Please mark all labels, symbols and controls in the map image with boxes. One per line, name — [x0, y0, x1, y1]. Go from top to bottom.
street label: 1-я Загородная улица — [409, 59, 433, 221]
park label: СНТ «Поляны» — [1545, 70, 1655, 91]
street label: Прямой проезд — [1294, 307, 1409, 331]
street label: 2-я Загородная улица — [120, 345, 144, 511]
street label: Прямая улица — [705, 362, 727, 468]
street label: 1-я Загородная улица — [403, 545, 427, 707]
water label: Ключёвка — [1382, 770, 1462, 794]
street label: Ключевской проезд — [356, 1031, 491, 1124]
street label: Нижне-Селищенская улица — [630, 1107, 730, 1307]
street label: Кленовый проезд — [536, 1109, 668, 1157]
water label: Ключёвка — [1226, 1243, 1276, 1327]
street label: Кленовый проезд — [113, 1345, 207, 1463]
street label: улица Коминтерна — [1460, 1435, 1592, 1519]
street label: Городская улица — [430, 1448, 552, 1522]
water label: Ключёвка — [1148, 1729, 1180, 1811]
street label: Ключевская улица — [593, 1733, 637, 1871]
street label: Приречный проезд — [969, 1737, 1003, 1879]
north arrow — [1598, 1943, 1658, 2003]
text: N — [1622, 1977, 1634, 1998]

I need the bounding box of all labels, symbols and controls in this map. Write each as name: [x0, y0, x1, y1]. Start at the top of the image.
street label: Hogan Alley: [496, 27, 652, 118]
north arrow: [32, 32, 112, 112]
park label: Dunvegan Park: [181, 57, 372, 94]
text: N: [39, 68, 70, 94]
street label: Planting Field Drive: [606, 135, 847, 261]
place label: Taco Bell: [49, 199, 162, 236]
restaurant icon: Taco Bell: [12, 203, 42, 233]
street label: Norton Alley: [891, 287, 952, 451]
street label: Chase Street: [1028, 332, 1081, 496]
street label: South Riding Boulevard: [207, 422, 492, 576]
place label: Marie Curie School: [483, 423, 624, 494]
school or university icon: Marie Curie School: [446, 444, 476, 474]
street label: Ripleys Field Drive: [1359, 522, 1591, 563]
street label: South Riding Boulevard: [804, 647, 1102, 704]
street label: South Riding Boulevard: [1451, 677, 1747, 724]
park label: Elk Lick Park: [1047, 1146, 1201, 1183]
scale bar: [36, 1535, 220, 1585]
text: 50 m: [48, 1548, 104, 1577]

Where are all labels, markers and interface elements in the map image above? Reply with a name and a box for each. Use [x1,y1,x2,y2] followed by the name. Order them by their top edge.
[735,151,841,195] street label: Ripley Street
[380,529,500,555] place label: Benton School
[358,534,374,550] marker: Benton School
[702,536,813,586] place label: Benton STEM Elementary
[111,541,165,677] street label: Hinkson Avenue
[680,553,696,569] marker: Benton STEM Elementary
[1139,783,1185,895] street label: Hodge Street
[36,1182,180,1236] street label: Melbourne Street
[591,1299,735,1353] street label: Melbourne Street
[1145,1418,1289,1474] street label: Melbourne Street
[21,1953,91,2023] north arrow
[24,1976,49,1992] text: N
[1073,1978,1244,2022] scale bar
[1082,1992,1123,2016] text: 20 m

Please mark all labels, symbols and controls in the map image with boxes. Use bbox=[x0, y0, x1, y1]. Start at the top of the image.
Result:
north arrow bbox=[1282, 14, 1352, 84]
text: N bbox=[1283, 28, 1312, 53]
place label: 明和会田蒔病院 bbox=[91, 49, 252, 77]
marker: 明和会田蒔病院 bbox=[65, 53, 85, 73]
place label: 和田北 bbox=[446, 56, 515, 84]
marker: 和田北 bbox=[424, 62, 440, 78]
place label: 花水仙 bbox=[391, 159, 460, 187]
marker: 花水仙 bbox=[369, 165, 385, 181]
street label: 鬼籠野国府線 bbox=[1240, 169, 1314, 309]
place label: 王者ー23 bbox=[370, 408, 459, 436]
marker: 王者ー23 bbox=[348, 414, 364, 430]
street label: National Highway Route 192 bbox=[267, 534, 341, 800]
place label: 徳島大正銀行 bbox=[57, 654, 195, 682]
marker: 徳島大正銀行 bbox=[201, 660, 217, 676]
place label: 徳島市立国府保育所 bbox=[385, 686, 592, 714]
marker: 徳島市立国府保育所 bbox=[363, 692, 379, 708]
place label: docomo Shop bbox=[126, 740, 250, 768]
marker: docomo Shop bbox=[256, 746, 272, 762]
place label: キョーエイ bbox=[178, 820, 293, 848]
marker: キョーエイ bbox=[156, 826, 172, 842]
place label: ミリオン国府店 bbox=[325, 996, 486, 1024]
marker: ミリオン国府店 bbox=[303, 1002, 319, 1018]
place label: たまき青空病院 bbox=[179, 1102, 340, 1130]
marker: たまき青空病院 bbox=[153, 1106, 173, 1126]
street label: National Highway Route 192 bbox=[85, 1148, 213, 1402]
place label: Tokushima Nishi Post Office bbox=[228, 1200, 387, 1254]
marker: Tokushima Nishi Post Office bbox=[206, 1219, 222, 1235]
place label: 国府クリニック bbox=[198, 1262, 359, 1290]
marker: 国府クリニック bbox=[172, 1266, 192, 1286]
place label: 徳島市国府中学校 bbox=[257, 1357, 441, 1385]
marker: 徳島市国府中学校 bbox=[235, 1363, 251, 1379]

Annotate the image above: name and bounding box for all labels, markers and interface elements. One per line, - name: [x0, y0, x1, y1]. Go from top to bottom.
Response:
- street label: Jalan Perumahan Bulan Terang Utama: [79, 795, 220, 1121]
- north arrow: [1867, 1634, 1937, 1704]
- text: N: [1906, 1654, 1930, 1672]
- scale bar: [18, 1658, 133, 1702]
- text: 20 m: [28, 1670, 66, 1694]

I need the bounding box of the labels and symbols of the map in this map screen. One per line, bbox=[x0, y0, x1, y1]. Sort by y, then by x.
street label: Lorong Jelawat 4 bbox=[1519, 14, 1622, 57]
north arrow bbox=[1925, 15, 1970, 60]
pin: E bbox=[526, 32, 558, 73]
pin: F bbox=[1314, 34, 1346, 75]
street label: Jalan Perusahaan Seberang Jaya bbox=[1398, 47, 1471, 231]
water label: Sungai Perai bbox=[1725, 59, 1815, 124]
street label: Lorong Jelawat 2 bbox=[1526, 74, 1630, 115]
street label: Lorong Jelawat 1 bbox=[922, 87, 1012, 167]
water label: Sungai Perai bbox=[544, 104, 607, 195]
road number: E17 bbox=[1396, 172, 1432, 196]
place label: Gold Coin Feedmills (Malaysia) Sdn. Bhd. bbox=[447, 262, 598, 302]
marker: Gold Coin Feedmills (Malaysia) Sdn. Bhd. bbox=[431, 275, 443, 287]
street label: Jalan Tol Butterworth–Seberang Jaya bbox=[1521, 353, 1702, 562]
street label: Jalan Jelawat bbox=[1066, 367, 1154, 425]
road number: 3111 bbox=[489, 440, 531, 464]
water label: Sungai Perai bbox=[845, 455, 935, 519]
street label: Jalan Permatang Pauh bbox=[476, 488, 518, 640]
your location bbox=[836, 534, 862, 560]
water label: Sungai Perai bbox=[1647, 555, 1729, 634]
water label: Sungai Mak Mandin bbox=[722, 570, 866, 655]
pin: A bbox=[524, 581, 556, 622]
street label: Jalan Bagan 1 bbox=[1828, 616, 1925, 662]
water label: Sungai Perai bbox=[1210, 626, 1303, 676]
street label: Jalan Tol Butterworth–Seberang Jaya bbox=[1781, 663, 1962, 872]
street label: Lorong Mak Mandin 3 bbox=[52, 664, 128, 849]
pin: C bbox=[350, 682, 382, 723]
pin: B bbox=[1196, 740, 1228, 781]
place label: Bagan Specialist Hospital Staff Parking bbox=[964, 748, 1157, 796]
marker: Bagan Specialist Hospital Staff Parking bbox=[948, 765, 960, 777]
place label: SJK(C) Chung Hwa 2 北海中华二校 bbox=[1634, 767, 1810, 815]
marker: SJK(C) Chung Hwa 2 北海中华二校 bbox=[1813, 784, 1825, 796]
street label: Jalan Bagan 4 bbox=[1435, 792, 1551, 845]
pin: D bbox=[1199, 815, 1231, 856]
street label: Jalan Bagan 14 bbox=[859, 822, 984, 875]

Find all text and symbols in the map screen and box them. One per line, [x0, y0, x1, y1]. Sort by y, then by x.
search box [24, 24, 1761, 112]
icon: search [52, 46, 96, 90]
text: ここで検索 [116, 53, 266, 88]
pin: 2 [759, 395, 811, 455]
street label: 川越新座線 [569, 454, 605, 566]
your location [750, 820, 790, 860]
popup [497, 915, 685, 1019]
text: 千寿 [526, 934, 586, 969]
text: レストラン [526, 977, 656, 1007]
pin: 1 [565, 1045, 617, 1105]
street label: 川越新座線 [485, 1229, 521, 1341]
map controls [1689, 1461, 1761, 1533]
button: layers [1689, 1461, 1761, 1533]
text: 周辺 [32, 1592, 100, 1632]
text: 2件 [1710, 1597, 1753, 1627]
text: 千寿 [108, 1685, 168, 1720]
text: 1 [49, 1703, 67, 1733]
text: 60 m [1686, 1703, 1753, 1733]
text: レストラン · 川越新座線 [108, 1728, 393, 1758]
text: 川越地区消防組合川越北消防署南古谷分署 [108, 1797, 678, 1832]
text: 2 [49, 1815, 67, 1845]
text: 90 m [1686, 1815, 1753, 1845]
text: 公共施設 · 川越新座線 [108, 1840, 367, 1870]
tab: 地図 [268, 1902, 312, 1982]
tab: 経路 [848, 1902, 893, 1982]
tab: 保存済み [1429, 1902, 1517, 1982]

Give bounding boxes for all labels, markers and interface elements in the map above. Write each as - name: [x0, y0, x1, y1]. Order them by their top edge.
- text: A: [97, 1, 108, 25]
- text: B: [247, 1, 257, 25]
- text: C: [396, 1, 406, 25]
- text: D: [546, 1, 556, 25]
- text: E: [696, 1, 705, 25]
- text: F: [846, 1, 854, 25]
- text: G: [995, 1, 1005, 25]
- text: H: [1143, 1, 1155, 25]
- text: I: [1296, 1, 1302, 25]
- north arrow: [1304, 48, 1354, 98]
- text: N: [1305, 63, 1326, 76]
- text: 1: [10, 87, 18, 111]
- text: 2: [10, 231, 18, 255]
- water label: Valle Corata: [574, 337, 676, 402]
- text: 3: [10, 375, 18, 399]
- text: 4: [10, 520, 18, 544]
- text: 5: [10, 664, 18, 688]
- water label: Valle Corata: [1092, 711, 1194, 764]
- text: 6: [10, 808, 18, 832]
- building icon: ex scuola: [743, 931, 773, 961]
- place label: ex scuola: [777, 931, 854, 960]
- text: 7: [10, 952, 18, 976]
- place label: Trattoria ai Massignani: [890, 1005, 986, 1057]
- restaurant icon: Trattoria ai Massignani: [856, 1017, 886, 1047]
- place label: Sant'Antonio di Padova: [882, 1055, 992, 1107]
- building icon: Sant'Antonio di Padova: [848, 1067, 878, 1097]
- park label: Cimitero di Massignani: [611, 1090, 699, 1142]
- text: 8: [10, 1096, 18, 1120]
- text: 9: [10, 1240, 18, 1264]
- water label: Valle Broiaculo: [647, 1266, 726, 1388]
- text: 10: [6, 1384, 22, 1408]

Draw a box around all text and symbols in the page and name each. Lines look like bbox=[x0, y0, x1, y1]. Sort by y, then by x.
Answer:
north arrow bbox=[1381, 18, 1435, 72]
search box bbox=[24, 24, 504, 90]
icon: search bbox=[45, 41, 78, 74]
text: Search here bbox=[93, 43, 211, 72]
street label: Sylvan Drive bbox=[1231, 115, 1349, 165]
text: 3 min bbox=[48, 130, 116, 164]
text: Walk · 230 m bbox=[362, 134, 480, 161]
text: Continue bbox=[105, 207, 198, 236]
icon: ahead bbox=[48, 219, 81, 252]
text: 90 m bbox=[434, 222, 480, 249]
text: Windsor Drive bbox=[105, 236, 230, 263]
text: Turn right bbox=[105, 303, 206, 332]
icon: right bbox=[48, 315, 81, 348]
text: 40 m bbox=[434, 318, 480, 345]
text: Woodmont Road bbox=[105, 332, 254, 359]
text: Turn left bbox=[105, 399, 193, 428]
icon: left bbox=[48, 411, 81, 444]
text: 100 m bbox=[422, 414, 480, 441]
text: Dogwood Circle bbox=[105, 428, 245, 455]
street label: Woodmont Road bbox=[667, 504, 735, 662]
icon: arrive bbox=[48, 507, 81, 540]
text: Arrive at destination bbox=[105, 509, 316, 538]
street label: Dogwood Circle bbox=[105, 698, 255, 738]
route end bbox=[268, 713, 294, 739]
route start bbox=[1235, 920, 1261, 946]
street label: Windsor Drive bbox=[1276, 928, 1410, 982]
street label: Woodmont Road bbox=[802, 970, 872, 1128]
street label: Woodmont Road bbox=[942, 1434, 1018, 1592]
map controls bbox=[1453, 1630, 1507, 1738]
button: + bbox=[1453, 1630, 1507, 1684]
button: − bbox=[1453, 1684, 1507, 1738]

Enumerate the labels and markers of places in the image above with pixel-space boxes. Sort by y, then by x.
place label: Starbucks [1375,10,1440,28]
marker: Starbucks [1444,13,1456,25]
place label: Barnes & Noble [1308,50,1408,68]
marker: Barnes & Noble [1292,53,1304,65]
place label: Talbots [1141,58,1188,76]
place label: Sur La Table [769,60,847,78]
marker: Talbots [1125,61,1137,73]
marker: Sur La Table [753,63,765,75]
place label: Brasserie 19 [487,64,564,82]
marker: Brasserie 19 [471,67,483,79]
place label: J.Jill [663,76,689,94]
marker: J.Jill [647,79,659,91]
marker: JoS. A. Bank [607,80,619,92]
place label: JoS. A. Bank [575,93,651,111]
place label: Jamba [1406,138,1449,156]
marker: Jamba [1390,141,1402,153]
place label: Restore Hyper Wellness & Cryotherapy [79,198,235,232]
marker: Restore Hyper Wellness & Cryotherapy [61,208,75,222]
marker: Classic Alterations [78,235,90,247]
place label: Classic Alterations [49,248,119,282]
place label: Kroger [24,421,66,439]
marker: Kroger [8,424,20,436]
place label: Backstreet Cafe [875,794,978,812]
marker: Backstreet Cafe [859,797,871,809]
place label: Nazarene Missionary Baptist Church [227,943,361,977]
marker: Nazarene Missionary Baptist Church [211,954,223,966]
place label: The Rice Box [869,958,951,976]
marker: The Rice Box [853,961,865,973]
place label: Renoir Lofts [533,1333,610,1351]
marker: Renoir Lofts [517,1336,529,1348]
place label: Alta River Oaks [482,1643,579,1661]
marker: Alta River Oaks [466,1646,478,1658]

================

REQUIRED WORK: On how many lines above does "Shop" occur? Say the number only.

SOLUTION TO THE EXERCISE: 2